> Collected data entries:
==================================================
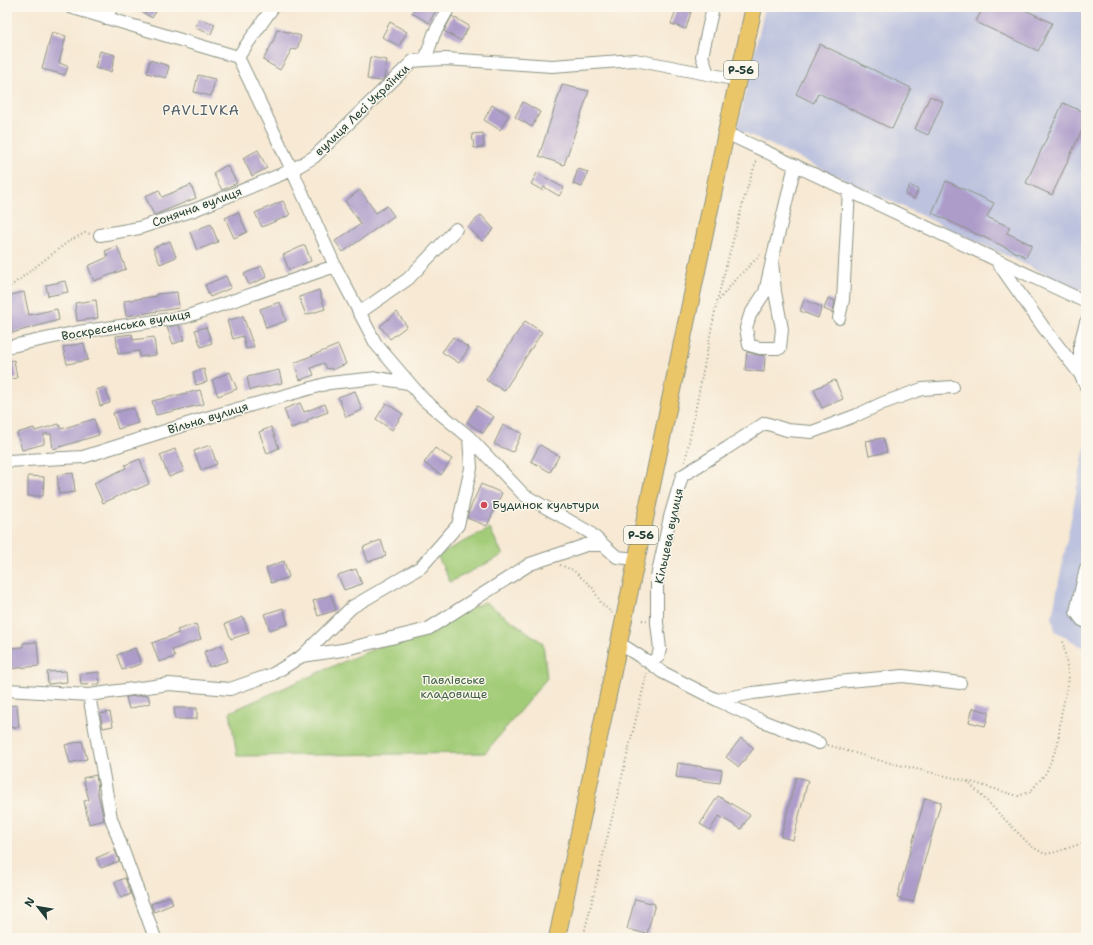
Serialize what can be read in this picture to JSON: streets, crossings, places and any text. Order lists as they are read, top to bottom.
{
  "streets": {
    "main road": ["Р-56"],
    "street": [
      "вулиця Лесі Українки",
      "Сонячна вулиця",
      "Воскресенська вулиця",
      "Вільна вулиця",
      "Кільцева вулиця"
    ]
  },
  "crossings": [
    ["вулиця Лесі Українки", "Сонячна вулиця"]
  ],
  "districts": ["PAVLIVKA"],
  "parks": ["Павлівське кладовище"],
  "places": ["Будинок культури"],
  "north": "top left"
}
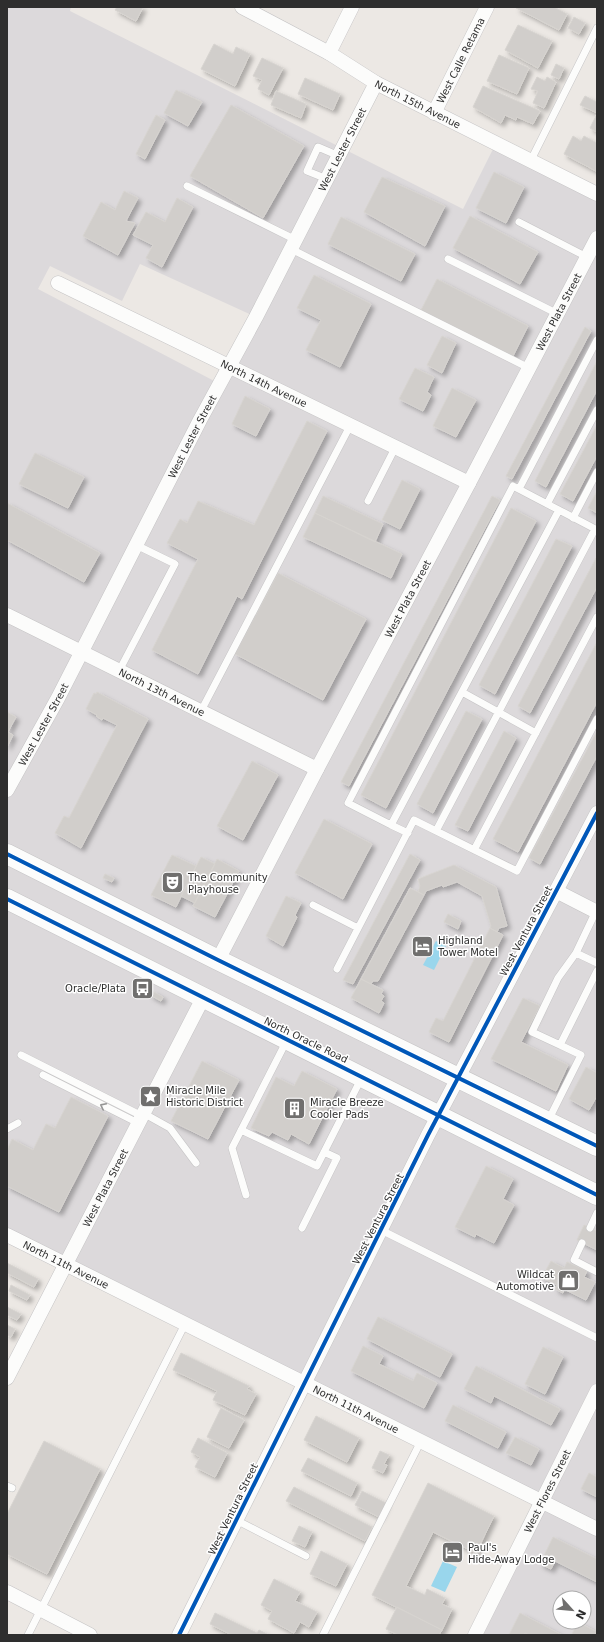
==================================================
Output each record above exactly; omit the images.

Serialize what can be read in this picture to JSON: streets, crossings, places and any text. Order lists as they are read, top to bottom.
{
  "streets": {
    "main road": ["Р-56"],
    "street": [
      "вулиця Лесі Українки",
      "Сонячна вулиця",
      "Воскресенська вулиця",
      "Вільна вулиця",
      "Кільцева вулиця"
    ]
  },
  "crossings": [
    ["вулиця Лесі Українки", "Сонячна вулиця"]
  ],
  "districts": ["PAVLIVKA"],
  "parks": ["Павлівське кладовище"],
  "places": ["Будинок культури"],
  "north": "top left"
}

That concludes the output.